Sim, por que razão não é feita uma lei que acabe de vez com as reformas milionárias dos banqueiros, cuja gestão levou, aliás, os seus próprios bancos à ruína, lesando uma multidão de contribuintes e empobrecendo o Estado? É bom lembrarmo-nos que em 2015, o BCP pediu ao Estado nada mais, nada menos do que 3.000 milhões de euros. Esta circunstância permite concluir que as reformas de Jardim Gonçalves e de Paulo Teixeira Pinto são pagas pelo erário público.
E poderíamos continuar a fazer o escrutínio da nossa vida democrática. Por exemplo, é sadio para a democracia termos normalizado a constituição de um Governo, que é feito na base de redes de proximidade, a ponto de nele grassarem as relações familiares?

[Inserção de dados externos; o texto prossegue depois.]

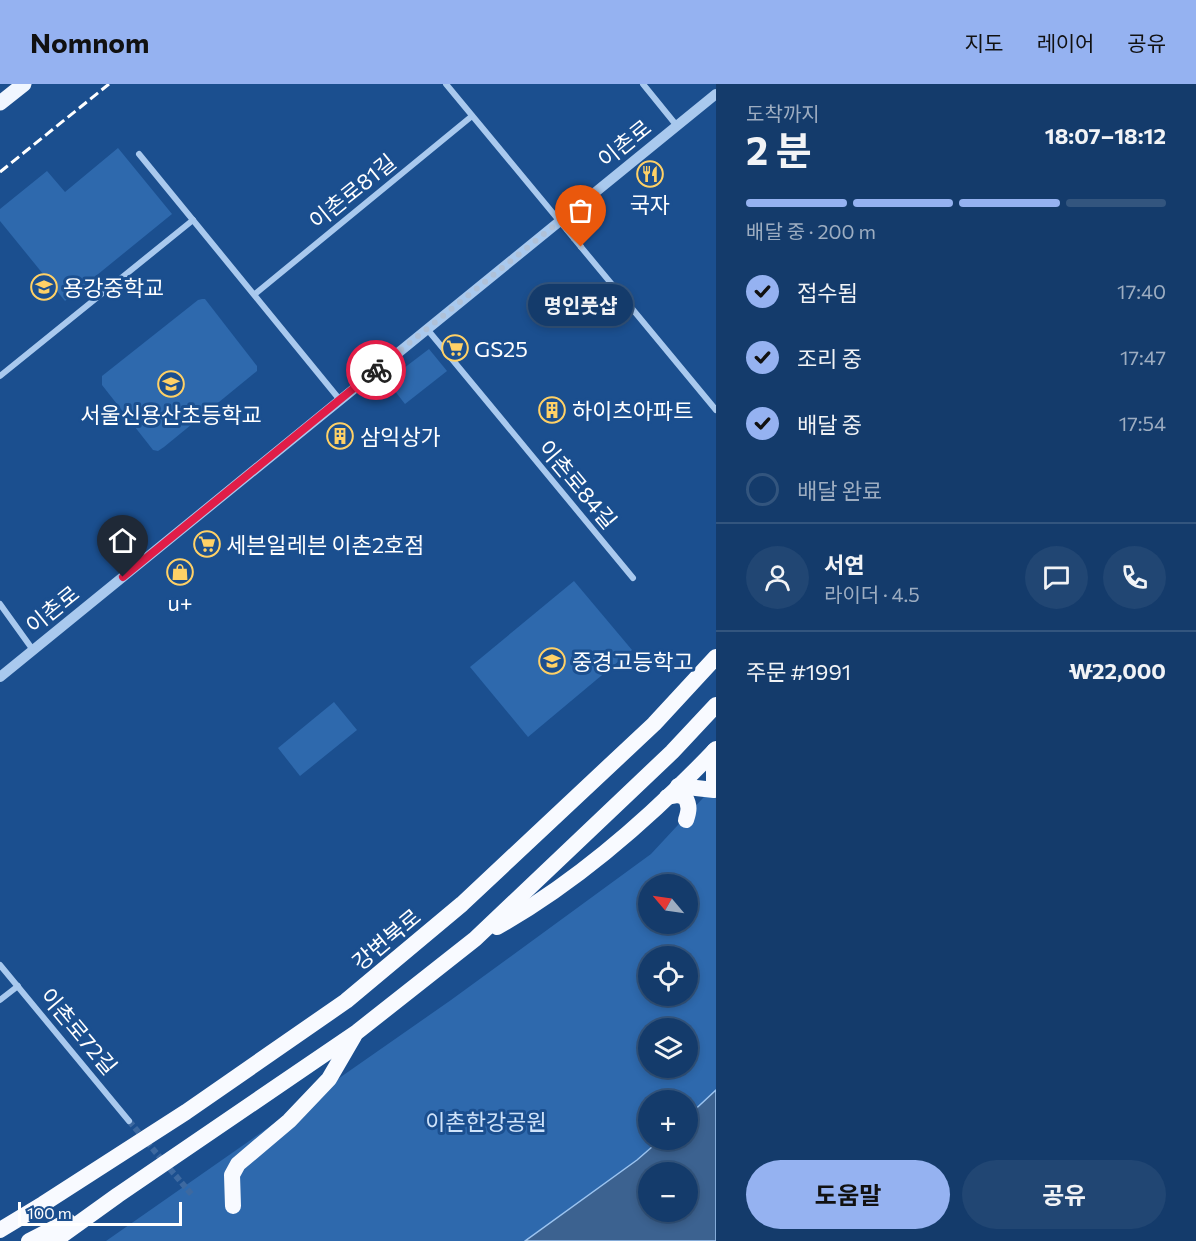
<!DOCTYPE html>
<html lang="ko">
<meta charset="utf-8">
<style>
:root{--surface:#143b6b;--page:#214673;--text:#f1f3f6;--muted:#9dadc1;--line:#33557e;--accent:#95b2f1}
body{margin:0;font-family:Commissioner,"Noto Sans KR",sans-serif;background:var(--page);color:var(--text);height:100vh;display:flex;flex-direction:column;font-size:22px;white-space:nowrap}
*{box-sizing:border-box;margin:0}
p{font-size:20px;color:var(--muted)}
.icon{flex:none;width:33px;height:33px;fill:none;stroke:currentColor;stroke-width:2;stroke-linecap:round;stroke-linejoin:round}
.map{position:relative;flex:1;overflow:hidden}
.side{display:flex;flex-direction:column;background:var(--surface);width:480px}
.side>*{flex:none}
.needle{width:39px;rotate:299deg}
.buttons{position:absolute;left:638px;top:790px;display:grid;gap:12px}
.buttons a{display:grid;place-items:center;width:60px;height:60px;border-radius:50%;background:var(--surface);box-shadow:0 3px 9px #0003,0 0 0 2px var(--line);font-size:30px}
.scale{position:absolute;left:18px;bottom:15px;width:164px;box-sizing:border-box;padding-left:6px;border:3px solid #fff;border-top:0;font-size:16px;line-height:21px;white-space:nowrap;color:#fff;-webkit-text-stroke:4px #1b4f8f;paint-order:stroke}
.pin{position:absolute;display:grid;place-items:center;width:51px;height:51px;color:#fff;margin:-62px -26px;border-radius:50% 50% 50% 0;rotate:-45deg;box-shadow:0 0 6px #0007}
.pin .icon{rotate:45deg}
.courier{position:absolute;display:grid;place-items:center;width:60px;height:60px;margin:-30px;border:4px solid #e11d48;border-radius:50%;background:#fff;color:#222;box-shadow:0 2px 8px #0007}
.bubble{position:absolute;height:42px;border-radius:21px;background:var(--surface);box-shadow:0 3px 9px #0003,0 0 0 2px var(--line);font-size:20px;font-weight:700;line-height:42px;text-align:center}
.summary em{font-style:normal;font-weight:700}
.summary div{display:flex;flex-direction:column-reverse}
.summary{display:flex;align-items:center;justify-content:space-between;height:102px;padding:0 30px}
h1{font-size:39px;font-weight:700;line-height:45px}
.bar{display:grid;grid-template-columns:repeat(4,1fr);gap:9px 6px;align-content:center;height:72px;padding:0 30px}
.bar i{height:8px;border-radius:4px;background:var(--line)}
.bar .active{background:var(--accent)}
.bar p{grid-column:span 4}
.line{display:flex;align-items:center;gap:15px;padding:0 30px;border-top:2px solid var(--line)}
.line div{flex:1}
.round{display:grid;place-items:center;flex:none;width:63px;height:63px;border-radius:32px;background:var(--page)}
ol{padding:0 30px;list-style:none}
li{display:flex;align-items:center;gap:18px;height:66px}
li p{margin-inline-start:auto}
li .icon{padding:6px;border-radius:50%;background:var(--accent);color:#111;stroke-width:4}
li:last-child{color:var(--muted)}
li i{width:33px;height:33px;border:3px solid var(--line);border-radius:50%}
.button{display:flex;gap:12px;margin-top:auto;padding:12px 30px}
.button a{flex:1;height:69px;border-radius:36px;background:var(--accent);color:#111;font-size:24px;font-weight:700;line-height:69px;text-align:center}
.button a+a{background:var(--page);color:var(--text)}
header{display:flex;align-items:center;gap:36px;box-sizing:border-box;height:84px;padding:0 30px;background:var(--accent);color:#111}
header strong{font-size:28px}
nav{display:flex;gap:33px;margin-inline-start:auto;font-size:21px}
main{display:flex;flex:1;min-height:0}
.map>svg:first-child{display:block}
</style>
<header>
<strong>Nomnom</strong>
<nav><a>지도</a><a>레이어</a><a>공유</a></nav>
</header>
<main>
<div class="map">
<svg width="716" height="1157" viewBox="0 0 716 1157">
<rect width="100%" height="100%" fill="#1b4f8f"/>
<!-- green -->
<g fill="#2e69ad" fill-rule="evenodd">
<path d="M 118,64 L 172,130 L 65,217 L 0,137 L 0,125 L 47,87 L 65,108 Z"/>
<path d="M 202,215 L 205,215 L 257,282 L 257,287 L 164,363 L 158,367 L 153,366 L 102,301 L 102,292 L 198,216 Z"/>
<path d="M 429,265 L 447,287 L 405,320 L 387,297 Z"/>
<path d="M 574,497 L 632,566 L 528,653 L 470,583 Z"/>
<path d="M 334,618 L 357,646 L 300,692 L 278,664 Z"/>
<path d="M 716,700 L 716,1006 L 687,1033 L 687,1017 L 648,1017 L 648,1056 L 660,1056 L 637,1076 L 525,1157 L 106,1157 L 451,916 L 651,770 ZM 648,801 L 687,801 L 687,840 L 648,840 ZM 648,873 L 687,873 L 687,912 L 648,912 ZM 648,945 L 687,945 L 687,984 L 648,984 Z"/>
</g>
<!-- water -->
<path fill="#3c6290" stroke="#9cc4f0" stroke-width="1.5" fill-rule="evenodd" d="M 716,1006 L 716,1157 L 525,1157 L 637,1076 L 660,1056 L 687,1056 L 687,1033 ZM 648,1089 L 687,1089 L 687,1128 L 648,1128 Z"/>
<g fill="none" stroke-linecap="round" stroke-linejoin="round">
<!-- minor-tunnel -->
<path stroke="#3d69a0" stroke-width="6" stroke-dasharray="6 3" stroke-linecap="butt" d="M 129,1037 L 193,1112"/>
<!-- minor -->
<g stroke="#a9c9ee" stroke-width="6">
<path d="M 446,0 L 716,326"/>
<path d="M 643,0 L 677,42"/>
<path d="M 139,70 L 340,316"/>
<path d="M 255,210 L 472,32"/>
<path d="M 427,245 L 633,494"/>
<path d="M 0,292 L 193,136"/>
<path d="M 0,520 L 33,566"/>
<path d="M 0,881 L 129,1037"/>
<path d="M 0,916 L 18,902"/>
</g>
<!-- tertiary -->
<path stroke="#a9c9ee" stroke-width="10" d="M 0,593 L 716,10"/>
<!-- primary -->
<path stroke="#f0f6ff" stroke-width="15" d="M 0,19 L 24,0"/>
<!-- trunk -->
<g stroke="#f8faff" stroke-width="16">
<path d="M 678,702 L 714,706 L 714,667"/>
<path d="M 667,713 L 678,711 L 685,713 C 690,722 689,727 686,736"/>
<path d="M 497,843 C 579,797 651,733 716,665"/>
<path d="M 233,1122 L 232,1091 L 238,1080 L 289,1037 L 329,995 L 354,952"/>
<path d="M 0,1146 L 43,1120 L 186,1028 L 346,917 L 462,820 L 654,640 L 716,573"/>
<path d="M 29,1157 L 68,1137"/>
<path d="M 54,1157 L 118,1111 L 357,948 L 475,855 L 672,668 L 716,621"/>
</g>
<!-- rail -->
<path stroke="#fff" stroke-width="3" stroke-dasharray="10 4.5" stroke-linecap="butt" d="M 0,88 L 109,0"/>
</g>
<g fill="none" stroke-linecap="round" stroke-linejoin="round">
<!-- done -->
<path stroke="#afc1d8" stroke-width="6" stroke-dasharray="0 10.8" d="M 376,286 L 560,137 L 581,163"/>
<!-- route -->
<path stroke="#e11d48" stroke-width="8" d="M 123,493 L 376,286"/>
</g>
<!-- icons -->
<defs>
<g id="restaurant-ring" transform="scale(1.35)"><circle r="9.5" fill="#1b4f8f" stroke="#ffd166" stroke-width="1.5"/><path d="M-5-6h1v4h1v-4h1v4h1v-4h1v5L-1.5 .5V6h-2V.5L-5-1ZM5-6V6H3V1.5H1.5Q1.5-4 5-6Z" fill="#ffd166"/></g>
<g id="school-ring" transform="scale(1.35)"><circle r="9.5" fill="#1b4f8f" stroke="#ffd166" stroke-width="1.5"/><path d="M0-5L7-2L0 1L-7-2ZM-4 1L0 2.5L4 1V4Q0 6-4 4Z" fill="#ffd166"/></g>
<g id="supermarket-ring" transform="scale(1.35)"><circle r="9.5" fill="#1b4f8f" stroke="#ffd166" stroke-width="1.5"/><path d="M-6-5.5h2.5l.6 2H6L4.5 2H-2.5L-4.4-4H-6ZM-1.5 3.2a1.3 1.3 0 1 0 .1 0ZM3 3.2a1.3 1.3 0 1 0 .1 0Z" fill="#ffd166"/></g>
<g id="building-ring" transform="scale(1.35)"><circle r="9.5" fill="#1b4f8f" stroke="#ffd166" stroke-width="1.5"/><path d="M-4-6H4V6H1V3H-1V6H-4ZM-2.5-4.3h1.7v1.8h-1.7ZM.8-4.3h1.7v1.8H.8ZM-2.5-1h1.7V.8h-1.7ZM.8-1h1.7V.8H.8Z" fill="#ffd166"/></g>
<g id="shop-ring" transform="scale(1.35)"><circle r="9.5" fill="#1b4f8f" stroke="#ffd166" stroke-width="1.5"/><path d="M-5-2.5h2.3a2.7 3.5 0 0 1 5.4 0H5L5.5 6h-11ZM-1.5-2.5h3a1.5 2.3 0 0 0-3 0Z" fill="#ffd166"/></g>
</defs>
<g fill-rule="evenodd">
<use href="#restaurant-ring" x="650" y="90"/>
<use href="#school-ring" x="44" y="203"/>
<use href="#supermarket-ring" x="455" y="264"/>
<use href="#school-ring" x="171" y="300"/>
<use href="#building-ring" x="552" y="326"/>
<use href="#building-ring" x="340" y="352"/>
<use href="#supermarket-ring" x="207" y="460"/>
<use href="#shop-ring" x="180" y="488"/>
<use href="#school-ring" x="552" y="577"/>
</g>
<g text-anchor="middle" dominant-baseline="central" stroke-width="6" stroke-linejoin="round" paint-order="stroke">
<!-- street labels -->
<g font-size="22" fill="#fff" stroke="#1b4f8f">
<text transform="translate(624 59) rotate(-39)">이촌로</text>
<text transform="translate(352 107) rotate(-39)">이촌로81길</text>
<text transform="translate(578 400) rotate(50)">이촌로84길</text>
<text transform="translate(52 525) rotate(-39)">이촌로</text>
<text transform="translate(386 855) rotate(-40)">강변북로</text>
<text transform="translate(79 947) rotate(50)">이촌로72길</text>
</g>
<!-- poi labels -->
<g font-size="22" fill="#fff" stroke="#1b4f8f" text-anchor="start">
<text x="650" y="120" text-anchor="middle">국자</text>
<text x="63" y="203">용강중학교</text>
<text x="474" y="264">GS25</text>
<text x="572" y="326">하이츠아파트</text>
<text x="171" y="330" text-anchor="middle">서울신용산초등학교</text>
<text x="360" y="352">삼익상가</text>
<text x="226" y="460">세븐일레븐 이촌2호점</text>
<text x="180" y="518" text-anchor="middle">u+</text>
<text x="572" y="577">중경고등학고</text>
</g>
<!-- park labels -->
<g font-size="22" fill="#cfe3fa" stroke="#1b4f8f">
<text x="486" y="1037">이촌한강공원</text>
</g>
</g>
</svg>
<div class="buttons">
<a><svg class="needle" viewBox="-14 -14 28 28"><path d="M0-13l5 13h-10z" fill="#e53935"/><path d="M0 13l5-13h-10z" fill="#9dadc1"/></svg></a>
<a><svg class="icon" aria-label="locate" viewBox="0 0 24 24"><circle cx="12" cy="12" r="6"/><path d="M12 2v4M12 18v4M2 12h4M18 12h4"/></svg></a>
<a><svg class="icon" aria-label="layers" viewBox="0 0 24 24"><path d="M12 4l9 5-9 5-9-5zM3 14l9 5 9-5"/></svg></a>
<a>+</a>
<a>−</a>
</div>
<div class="scale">100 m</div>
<div class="pin" style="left:581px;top:163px;background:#ea580c"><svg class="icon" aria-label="bag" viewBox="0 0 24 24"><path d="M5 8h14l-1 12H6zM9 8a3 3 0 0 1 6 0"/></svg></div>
<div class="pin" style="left:123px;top:493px;background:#1f2937"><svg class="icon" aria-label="home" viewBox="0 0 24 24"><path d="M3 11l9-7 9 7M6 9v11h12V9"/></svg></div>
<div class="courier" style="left:376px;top:286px"><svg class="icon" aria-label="bike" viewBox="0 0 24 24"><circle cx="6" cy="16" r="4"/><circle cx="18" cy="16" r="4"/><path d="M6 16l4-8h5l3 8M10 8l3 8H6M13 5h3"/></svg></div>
<div class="bubble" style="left:528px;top:200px;width:105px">명인풋샵</div>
</div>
<section class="side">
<div class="summary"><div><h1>2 분</h1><p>도착까지</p></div><em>18:07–18:12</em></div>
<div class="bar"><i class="active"></i><i class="active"></i><i class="active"></i><i></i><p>배달 중 · 200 m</p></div>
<ol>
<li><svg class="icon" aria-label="check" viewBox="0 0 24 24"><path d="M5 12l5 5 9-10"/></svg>접수됨<p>17:40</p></li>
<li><svg class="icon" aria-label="check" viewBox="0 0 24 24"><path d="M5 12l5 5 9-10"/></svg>조리 중<p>17:47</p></li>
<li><svg class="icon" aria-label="check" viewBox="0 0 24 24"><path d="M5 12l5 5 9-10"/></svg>배달 중<p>17:54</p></li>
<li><i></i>배달 완료</li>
</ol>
<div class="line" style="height:108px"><a class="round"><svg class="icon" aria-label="person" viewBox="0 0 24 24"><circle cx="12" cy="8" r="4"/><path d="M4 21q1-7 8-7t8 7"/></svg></a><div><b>서연</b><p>라이더 · 4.5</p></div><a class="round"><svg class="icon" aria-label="chat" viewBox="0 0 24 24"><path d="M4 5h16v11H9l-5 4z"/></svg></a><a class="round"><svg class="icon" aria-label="phone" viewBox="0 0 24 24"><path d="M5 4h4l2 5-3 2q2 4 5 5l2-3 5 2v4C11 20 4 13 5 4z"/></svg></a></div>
<div class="line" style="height:78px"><div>주문 #1991</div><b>₩22,000</b></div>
<div class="button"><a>도움말</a><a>공유</a></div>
</section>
</main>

Passaram apenas 45 anos sobre “o dia inicial inteiro e limpo”. E os cidadãos têm razões para temer o vento ruim que hoje sopra, não apenas na Europa, mas um pouco por todo o lado. Vemos aproximarem-se da boca de cena da história, é verdade, líderes populistas, seguidos por multidões, que agitam as bandeiras do nacionalismo e do patriotismo, e que nalgumas paragens misturam hossanas à fé cristã ou a Alá. Por tumultuadas águas, a comunidade humana faz hoje uma travessia, sob a ameaça crescente do racismo, da xenofobia e da intolerância, a ponto de o sonho de liberdade, ainda tão próximo, parecer afinal um sonho longínquo.
Mas não basta olhar para este vento ruim, que hoje sopra na Europa e um pouco por todo o lado. Há que interrogar, também, as condições de funcionamento da democracia. Há que interrogar a peçonha que a envenena. Há que combater a normalização da impunidade.